Youpi, les clubs ont rouvert ! Nous voilà arrivés au bout de nos peines. Il ne reste plus que cette ultime playlist pour vous accompagner sur le chemin de ceux-ci (ou celles-ci). Un dernier article monstre sur ce grand courant musical trans-européen – avant la critique littéraire de l’ouvrage d’Aurélien Bellanger lui étant consacré – , qui pensait fêter la naissance d’une nouvelle Europe, alors qu’elle annonçait dans le même temps sa mort prochaine. Si vous n’avez pas encore lu les deux premiers épisodes, courrez les voir : l’un est ici, l’autre est par là. Vous pourriez penser que nous nous moquons un peu de l’eurodance, ce qui ne serait pas totalement faux. Mais c’est d’une moquerie qui châtie bien. Car cette musique en a rendu sincèrement plus d’un euphorique à l’époque ; et les temps qui courent l’ont violemment vieillie.
Il faut savoir que l’eurodance est au troisième millénaire ce que fût le rock de Woodstock au second, même si la comparaison semble un peu excessive, et elle l’est peut-être – mais pas tant. Un ensemble de croyances transmutées en musique. Un sédiment sonore fascinant qui permettra – et même, nous permet, dès aujourd’hui – aux extraterrestres venus ausculter ce tournant en musique de mieux comprendre nos idéaux et émotions envers le vieux continent.

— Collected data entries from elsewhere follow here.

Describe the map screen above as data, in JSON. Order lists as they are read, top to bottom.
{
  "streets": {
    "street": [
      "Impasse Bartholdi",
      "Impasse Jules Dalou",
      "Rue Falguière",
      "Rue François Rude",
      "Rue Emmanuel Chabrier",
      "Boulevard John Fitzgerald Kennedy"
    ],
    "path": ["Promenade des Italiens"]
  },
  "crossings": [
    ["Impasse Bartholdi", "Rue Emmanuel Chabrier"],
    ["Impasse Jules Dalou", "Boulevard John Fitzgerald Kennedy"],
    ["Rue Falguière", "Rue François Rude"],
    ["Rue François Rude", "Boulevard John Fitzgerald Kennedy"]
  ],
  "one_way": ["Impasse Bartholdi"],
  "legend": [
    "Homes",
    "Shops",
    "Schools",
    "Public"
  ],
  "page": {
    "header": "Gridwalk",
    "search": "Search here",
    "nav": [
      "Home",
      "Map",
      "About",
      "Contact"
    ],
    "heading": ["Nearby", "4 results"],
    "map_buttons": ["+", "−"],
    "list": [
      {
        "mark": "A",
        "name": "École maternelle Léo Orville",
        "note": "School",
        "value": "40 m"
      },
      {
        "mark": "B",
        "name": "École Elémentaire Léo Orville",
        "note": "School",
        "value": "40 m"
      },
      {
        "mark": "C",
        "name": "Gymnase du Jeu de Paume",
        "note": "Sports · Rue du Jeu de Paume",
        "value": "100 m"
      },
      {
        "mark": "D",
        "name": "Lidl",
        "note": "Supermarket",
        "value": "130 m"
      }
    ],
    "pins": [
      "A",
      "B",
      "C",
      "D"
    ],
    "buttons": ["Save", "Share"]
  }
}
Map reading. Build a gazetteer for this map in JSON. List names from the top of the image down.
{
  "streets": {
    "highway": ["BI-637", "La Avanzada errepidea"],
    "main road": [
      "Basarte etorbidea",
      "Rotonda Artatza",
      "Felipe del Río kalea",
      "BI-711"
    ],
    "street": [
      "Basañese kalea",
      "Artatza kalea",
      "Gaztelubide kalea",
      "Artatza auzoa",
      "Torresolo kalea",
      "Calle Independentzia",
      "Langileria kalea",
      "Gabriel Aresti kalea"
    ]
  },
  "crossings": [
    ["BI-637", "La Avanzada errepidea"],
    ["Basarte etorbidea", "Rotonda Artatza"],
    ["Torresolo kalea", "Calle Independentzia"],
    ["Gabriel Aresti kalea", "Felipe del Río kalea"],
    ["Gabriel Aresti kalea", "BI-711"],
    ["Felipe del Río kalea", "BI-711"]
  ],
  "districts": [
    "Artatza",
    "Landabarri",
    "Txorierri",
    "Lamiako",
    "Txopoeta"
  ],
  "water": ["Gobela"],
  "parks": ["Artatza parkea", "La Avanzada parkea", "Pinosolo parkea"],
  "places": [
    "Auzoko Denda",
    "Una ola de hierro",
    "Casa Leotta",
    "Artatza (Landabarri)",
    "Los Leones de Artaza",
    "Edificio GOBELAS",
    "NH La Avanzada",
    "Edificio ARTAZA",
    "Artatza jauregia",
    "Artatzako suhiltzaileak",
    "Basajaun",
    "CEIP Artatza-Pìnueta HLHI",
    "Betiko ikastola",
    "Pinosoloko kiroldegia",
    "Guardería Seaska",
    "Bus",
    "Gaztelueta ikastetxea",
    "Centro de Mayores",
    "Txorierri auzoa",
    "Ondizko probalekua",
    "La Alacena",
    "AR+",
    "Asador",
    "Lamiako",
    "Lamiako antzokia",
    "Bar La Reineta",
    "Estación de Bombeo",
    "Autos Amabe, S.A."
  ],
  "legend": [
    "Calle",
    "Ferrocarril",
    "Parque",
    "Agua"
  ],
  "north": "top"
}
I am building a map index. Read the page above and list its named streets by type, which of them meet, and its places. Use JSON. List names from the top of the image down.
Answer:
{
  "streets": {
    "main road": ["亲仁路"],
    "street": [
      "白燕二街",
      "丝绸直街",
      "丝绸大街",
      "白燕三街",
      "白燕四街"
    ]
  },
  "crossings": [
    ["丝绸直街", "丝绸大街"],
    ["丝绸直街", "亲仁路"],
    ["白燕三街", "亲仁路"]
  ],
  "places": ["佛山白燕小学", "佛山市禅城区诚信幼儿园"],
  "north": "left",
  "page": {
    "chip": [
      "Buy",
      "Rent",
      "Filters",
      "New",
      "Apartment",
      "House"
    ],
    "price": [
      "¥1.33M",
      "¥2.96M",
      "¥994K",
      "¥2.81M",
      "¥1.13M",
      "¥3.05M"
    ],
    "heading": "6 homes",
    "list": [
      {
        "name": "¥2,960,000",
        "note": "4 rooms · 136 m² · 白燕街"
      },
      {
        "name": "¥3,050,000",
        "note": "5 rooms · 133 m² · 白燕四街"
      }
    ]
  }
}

L’euphorie n’est pas tant perdue, mais celle-ci à laisser place à une véritable tristesse, quand celle-ci n’a pas muté en une véritable rancœur pour les plus aigres (ce qui n’est aucunement notre cas). Une tristesse qui ne provient pas tant de notre sensibilité, mais du regard à l’aune de notre époque, et des déceptions portées sur cette musique devenue désuète, trahis par notre crédulité. Ou, plutôt, par des croyances n’ayant su tenir leurs promesses.
Alors que nos musiques (dont l’électro et la pop en genres phares) vivent encore un pied dans les années 1980, elles ont pour beaucoup jeté aux oubliettes de la honte la décennie suivante, l‘eurodance en tête. Rien ne subsiste d’elle, si ce n’est quelques productions un peu marginales (mais, qui peuvent, par un concours de circonstances et de mauvais goût, devenir un tube estival oublié dès l’automne) de labels comme Kontor Records, ou dans des pays avec un léger temps de retard, de l’ex-bloc soviétique, notamment la Russie et la Roumanie. De « mauvais goût », oui, car ces quelques ersatz hors champs n’ont plus la saveur festive de la période eurodance, dont on peut estimer la naissance à 1988 et le décès à 2004. Oui, et nous serons d’accord avec Aurélien Bellanger sur ce point : la musique la plus excessivement joyeuse est aussi une des plus terriblement tristes.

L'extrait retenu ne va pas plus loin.